---------- Extracted data ----------

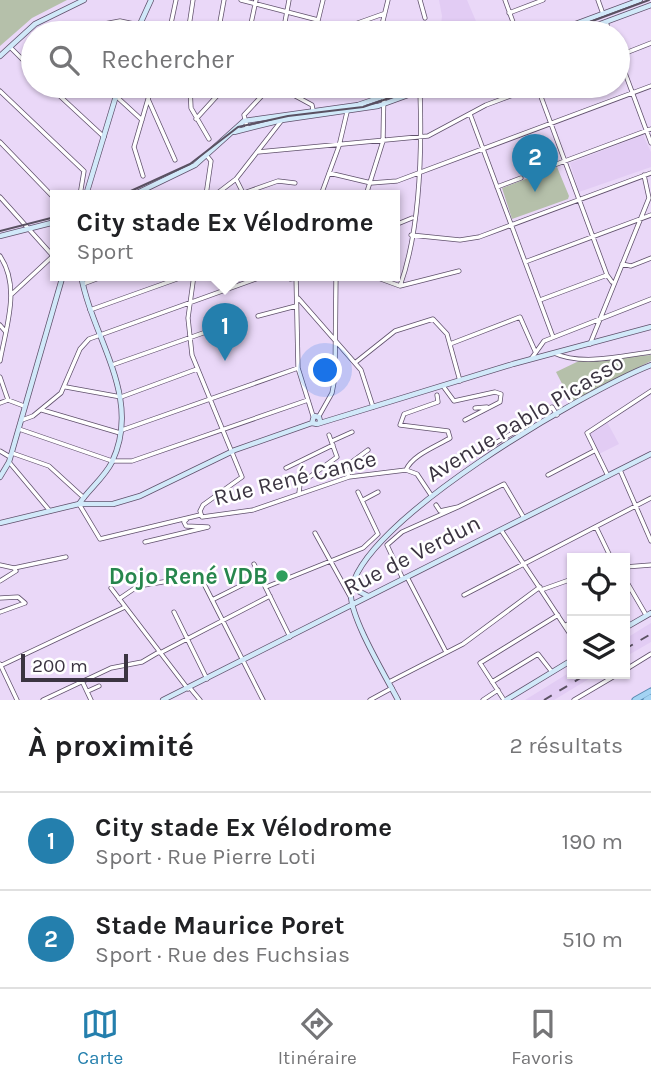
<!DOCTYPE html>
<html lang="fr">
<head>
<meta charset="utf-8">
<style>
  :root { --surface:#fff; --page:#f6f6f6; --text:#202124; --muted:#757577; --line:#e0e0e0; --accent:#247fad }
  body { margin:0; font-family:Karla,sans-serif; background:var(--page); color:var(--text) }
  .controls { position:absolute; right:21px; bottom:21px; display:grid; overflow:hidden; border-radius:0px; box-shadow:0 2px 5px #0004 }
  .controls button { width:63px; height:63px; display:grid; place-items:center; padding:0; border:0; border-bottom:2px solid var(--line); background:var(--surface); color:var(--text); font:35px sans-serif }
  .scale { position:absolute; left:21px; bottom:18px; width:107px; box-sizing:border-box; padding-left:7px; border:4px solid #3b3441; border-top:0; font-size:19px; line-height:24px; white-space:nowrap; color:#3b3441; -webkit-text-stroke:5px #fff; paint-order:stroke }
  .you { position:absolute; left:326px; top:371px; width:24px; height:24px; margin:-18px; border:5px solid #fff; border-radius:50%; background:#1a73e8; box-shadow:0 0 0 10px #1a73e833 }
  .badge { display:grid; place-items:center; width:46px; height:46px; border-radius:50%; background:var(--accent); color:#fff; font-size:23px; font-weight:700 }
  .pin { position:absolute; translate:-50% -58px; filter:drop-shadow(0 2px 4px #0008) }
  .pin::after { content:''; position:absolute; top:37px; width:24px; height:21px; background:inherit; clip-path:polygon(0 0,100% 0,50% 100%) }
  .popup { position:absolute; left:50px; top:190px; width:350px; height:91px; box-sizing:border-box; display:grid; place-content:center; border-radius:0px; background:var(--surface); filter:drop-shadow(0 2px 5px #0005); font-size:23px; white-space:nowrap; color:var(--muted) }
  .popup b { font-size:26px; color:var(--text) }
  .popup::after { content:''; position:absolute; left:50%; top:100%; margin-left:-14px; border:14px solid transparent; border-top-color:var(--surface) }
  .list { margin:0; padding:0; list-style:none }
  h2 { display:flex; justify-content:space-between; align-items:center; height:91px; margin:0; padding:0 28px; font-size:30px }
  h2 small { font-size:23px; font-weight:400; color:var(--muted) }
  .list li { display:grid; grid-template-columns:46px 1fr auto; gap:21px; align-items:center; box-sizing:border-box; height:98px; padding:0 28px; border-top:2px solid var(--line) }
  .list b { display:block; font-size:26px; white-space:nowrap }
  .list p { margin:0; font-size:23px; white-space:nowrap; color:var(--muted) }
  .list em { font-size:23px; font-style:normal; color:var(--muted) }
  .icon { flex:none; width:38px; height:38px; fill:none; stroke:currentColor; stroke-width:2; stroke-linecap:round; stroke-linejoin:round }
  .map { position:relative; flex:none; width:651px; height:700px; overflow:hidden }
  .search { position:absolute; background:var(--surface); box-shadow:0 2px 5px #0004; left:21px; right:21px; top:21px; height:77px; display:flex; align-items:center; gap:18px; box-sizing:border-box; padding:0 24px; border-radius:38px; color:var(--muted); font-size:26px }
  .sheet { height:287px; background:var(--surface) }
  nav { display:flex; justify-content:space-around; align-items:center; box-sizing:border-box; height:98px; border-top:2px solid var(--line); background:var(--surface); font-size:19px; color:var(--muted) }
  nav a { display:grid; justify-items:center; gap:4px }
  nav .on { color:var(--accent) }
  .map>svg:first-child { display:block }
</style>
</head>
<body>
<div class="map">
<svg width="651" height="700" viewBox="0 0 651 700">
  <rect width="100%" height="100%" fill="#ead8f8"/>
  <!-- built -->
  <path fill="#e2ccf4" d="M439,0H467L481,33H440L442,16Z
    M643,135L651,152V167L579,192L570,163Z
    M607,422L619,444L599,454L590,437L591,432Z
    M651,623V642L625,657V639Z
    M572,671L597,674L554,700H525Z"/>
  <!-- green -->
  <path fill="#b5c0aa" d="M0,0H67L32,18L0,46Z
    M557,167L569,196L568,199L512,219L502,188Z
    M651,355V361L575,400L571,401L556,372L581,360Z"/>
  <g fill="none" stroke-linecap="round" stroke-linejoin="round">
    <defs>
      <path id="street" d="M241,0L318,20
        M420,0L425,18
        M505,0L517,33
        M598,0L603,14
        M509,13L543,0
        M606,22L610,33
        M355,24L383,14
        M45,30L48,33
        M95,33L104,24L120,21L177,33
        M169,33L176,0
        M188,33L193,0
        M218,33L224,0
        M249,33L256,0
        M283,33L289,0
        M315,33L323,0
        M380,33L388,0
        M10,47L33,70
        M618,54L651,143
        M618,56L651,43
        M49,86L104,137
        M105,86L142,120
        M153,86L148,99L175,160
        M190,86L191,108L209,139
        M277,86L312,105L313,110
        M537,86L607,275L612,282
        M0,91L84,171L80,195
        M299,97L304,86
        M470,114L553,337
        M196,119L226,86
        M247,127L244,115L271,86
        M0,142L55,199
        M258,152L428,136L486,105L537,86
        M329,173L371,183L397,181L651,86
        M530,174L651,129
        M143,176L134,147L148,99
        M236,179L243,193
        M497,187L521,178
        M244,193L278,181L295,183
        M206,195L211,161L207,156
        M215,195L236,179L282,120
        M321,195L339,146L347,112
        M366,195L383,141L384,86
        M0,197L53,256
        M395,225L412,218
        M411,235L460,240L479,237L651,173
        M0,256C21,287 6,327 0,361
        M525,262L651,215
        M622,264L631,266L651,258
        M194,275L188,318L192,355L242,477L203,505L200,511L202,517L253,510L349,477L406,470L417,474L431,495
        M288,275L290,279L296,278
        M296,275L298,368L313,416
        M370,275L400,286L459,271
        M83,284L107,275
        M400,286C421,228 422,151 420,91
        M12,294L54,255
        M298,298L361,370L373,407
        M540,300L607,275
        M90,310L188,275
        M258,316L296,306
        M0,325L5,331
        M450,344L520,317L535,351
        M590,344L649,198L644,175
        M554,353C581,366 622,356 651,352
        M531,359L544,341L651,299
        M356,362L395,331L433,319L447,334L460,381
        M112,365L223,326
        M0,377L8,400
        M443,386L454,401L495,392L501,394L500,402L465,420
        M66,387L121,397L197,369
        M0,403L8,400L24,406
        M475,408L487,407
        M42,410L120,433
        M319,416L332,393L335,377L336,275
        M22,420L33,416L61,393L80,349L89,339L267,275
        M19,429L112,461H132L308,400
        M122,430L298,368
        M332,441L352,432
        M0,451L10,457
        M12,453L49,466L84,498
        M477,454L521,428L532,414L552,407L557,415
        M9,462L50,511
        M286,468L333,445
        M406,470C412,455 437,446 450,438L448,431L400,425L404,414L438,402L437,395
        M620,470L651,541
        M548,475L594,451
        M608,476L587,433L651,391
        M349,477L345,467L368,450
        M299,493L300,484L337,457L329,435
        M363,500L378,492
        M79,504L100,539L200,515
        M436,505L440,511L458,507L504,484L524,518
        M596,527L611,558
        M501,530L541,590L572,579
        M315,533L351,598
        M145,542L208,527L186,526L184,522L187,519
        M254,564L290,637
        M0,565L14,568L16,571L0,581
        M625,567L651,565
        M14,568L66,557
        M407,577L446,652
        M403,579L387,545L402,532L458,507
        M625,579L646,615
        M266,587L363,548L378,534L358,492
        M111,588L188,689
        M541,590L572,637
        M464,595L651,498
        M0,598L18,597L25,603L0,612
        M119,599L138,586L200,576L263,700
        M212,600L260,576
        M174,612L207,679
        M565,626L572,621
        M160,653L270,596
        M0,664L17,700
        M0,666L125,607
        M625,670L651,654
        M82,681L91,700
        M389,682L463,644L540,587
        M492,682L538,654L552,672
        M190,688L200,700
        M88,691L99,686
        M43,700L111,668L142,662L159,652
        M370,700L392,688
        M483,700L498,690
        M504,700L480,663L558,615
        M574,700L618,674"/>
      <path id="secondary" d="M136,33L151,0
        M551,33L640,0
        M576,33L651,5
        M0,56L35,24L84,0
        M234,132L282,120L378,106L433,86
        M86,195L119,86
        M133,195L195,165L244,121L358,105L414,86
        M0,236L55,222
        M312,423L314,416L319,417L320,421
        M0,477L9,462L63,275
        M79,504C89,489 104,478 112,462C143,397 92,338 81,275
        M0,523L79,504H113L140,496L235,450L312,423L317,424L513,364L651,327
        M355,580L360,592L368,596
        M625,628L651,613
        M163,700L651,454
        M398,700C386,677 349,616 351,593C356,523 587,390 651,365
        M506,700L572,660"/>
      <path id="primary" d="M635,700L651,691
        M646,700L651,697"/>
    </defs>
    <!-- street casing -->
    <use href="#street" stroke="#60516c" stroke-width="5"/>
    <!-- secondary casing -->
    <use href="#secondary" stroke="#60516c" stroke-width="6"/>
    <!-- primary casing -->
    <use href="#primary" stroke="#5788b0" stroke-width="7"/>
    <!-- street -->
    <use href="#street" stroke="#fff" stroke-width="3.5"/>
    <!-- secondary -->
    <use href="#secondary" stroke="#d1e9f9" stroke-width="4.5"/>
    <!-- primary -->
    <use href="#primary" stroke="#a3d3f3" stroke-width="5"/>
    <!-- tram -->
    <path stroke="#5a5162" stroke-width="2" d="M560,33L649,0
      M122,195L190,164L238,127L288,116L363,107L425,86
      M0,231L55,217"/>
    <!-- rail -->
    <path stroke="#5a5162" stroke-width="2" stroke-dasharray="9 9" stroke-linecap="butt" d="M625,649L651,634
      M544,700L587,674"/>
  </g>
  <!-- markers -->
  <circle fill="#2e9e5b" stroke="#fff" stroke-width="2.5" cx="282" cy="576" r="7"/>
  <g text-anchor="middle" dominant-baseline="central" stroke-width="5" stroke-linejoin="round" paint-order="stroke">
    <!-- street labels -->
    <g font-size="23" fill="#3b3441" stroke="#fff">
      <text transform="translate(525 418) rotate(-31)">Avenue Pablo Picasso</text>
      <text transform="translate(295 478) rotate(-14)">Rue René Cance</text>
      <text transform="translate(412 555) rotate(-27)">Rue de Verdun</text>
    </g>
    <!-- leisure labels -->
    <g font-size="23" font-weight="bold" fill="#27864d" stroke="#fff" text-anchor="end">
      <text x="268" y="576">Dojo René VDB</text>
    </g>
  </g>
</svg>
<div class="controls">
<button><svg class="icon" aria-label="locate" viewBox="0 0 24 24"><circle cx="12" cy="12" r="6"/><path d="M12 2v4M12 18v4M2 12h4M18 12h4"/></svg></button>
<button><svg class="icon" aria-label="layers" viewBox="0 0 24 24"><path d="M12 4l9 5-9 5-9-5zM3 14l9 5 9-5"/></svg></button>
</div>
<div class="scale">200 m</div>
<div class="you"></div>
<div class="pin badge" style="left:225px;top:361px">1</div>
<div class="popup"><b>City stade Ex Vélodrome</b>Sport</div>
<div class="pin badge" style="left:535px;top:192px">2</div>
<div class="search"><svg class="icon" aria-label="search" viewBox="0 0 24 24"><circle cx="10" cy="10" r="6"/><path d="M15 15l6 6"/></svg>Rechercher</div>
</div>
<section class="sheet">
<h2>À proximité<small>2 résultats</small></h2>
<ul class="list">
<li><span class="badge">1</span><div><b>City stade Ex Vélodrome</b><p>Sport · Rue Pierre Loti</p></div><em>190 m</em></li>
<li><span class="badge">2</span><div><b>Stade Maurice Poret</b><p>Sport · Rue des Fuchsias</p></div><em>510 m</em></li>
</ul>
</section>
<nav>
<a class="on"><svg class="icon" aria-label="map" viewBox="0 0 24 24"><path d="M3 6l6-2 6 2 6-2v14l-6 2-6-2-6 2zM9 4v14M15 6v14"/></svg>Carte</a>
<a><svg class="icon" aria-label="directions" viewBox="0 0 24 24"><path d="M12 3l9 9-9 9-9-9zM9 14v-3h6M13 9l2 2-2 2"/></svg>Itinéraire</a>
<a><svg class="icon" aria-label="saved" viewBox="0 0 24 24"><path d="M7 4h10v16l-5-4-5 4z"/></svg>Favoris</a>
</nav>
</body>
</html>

----------
---------- Extracted data ----------

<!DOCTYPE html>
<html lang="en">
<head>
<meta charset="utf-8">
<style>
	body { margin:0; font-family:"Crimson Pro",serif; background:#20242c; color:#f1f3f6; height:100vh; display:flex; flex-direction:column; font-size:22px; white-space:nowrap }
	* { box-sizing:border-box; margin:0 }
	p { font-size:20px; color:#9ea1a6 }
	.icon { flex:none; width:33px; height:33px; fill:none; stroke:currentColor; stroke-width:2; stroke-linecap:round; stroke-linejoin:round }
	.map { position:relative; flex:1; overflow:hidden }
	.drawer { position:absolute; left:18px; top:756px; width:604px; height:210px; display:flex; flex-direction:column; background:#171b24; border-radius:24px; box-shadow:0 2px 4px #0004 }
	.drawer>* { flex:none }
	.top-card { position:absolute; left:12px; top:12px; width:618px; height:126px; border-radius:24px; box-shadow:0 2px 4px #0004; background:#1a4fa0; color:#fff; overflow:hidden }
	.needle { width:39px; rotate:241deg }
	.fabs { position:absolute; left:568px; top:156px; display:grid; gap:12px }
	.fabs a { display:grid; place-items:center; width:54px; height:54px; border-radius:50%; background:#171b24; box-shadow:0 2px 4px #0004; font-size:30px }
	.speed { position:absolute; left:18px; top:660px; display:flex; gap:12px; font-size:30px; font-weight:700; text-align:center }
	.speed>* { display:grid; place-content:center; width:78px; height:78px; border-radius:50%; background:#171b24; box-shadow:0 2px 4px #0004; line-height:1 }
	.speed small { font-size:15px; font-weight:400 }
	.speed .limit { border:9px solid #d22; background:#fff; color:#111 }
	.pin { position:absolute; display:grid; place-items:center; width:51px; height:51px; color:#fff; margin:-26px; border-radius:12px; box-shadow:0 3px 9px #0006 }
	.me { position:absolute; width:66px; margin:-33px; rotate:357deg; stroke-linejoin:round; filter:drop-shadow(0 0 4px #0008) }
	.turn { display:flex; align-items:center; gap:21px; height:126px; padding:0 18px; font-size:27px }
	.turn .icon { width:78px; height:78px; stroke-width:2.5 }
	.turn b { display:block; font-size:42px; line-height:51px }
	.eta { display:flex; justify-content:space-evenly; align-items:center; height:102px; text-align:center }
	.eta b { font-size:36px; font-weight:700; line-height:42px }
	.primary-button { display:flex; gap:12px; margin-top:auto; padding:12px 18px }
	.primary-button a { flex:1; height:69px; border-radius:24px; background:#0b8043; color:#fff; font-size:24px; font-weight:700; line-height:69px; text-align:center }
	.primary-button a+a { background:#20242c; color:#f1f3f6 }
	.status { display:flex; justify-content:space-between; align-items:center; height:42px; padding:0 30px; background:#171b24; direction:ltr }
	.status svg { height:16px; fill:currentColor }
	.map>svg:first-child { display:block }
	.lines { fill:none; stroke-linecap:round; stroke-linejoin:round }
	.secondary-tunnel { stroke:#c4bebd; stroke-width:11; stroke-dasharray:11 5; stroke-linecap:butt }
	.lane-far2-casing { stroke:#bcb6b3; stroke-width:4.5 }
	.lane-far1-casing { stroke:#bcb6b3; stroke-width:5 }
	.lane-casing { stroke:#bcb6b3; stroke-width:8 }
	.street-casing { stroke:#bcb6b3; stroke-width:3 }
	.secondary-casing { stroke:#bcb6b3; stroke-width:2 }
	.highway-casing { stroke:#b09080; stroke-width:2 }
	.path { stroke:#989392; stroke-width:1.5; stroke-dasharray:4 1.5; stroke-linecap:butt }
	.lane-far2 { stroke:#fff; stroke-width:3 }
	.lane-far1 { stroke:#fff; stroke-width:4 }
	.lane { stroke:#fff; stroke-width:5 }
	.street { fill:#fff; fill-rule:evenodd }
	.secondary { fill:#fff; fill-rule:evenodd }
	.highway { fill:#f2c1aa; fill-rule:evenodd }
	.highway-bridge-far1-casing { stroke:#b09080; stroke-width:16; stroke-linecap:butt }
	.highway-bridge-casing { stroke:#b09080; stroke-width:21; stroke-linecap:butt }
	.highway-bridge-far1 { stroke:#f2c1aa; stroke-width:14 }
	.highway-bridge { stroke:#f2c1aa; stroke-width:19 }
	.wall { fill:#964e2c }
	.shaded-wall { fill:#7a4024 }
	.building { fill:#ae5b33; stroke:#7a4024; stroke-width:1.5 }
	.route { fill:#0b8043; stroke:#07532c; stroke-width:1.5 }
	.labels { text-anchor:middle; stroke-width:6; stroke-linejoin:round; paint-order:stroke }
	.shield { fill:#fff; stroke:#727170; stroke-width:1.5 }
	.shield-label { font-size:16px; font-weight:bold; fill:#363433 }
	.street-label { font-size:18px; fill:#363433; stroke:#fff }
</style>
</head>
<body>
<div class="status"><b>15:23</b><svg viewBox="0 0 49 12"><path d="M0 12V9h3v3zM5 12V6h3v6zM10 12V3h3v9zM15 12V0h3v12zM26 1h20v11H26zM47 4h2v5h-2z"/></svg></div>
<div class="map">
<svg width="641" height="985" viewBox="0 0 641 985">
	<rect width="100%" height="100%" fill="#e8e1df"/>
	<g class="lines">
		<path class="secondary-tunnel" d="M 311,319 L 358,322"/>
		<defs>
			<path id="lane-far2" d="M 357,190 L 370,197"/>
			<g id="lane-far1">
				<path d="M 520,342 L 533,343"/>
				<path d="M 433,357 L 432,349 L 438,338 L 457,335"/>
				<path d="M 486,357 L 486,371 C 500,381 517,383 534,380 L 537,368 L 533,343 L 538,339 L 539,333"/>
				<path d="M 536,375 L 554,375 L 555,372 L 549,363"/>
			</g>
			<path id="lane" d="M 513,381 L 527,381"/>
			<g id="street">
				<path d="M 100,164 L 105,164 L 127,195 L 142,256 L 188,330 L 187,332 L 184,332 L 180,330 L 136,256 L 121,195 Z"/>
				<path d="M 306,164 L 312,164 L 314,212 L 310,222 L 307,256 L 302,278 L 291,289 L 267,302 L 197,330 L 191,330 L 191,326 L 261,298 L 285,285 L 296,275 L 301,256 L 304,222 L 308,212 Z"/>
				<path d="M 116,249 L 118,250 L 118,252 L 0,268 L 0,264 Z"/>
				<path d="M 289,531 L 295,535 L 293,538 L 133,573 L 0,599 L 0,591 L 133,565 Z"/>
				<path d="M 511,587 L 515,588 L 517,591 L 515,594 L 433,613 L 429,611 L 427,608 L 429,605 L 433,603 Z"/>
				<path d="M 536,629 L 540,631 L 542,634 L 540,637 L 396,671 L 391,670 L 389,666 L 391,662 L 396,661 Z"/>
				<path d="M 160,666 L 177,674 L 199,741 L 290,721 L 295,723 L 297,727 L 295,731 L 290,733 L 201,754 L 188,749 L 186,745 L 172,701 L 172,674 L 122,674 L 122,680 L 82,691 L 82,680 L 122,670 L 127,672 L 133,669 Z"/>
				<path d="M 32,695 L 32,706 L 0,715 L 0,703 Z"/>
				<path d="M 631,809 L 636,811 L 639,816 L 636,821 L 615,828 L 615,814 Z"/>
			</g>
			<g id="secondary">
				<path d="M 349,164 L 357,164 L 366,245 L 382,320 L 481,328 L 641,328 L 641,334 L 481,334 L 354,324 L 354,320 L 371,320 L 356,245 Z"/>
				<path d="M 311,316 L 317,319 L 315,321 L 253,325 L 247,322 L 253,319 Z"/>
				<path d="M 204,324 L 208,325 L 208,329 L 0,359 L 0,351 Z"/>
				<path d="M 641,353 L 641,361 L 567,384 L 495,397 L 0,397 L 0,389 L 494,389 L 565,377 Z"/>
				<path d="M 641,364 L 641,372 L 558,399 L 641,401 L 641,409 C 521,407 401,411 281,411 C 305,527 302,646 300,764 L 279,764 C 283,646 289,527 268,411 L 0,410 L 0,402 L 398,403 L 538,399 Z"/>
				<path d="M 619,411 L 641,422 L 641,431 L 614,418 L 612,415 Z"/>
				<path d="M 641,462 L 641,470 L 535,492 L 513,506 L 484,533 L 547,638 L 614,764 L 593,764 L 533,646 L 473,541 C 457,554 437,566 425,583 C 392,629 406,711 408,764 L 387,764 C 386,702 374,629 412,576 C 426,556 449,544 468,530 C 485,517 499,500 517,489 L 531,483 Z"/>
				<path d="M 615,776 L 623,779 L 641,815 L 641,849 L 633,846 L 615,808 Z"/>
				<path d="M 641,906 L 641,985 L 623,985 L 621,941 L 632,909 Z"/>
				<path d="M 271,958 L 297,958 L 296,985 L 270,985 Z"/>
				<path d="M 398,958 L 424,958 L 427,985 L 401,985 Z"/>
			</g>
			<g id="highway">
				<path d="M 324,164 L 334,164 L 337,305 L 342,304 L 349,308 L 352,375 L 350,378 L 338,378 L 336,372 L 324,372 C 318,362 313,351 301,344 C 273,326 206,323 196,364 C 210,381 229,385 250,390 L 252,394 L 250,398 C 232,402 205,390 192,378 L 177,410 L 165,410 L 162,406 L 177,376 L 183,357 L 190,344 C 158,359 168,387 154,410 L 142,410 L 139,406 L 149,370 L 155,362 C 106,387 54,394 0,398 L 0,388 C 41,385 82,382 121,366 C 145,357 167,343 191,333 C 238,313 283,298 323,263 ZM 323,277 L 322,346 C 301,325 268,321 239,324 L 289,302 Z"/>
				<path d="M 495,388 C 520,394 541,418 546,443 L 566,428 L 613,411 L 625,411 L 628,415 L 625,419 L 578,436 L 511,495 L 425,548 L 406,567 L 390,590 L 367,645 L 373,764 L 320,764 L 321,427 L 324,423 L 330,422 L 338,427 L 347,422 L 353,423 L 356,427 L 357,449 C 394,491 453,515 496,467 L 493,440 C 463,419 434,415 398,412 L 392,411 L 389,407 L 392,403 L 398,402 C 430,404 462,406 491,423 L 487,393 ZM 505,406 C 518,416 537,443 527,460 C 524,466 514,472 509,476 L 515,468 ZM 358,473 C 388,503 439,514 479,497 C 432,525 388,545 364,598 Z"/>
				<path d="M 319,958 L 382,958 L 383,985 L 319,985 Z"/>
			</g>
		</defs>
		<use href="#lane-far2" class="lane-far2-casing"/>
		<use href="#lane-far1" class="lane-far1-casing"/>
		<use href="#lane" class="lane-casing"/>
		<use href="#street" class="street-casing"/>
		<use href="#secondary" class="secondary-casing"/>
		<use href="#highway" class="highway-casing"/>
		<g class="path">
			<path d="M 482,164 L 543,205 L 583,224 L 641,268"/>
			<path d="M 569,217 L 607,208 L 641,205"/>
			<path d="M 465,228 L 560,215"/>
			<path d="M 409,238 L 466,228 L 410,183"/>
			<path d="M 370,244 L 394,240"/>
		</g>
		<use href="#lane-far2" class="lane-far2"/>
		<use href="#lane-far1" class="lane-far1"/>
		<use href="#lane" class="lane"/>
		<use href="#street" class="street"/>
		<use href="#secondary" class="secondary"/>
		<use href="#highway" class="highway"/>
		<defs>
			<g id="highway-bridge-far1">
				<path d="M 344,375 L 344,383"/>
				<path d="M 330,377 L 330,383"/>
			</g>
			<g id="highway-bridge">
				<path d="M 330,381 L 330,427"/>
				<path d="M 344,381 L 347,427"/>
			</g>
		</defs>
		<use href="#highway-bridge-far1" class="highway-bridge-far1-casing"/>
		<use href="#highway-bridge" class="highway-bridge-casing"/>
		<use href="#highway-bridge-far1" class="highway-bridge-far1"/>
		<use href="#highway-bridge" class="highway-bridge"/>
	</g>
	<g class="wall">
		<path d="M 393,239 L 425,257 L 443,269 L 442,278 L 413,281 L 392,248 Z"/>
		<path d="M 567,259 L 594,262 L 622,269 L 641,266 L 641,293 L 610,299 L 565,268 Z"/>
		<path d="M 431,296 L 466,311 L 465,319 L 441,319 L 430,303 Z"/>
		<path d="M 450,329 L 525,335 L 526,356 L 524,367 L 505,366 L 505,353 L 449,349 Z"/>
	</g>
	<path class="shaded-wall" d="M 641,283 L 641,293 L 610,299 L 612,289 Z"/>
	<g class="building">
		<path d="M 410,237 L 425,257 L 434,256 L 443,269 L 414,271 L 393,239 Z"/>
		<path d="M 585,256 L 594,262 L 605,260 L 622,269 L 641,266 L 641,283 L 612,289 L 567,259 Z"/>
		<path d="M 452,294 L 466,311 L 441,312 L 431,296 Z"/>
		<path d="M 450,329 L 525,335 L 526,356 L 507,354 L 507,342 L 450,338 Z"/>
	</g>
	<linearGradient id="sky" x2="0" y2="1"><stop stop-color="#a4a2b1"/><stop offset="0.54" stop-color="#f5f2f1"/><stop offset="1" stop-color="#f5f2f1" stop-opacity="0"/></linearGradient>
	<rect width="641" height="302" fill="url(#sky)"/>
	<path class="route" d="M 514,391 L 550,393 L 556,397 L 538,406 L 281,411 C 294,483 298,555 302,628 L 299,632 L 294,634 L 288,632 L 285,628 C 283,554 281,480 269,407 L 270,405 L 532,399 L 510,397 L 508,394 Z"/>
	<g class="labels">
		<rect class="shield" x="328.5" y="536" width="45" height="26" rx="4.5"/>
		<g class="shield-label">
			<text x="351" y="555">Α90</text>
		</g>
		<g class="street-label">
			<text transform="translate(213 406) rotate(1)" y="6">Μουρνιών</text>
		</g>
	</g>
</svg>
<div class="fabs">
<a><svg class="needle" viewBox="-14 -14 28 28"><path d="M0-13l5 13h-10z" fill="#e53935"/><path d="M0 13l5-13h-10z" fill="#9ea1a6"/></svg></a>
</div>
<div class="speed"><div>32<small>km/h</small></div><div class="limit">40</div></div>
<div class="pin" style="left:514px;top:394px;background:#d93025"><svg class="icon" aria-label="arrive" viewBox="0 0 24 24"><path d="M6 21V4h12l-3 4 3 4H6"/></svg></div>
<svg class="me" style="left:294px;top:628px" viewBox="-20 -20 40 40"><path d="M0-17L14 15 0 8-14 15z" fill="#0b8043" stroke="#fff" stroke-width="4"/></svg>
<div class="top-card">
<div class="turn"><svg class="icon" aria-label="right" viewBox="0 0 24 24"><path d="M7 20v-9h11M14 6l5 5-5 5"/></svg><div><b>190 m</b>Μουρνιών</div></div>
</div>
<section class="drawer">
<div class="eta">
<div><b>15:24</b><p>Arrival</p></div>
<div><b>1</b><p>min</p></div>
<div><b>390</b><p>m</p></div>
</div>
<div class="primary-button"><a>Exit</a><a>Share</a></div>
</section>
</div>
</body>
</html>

----------

▶ _Required action_
Return a copy of each line in the entries that contains "list".

▶ _Task solution_
  .list { margin:0; padding:0; list-style:none }
  .list li { display:grid; grid-template-columns:46px 1fr auto; gap:21px; align-items:center; box-sizing:border-box; height:98px; padding:0 28px; border-top:2px solid var(--line) }
  .list b { display:block; font-size:26px; white-space:nowrap }
  .list p { margin:0; font-size:23px; white-space:nowrap; color:var(--muted) }
  .list em { font-size:23px; font-style:normal; color:var(--muted) }
<ul class="list">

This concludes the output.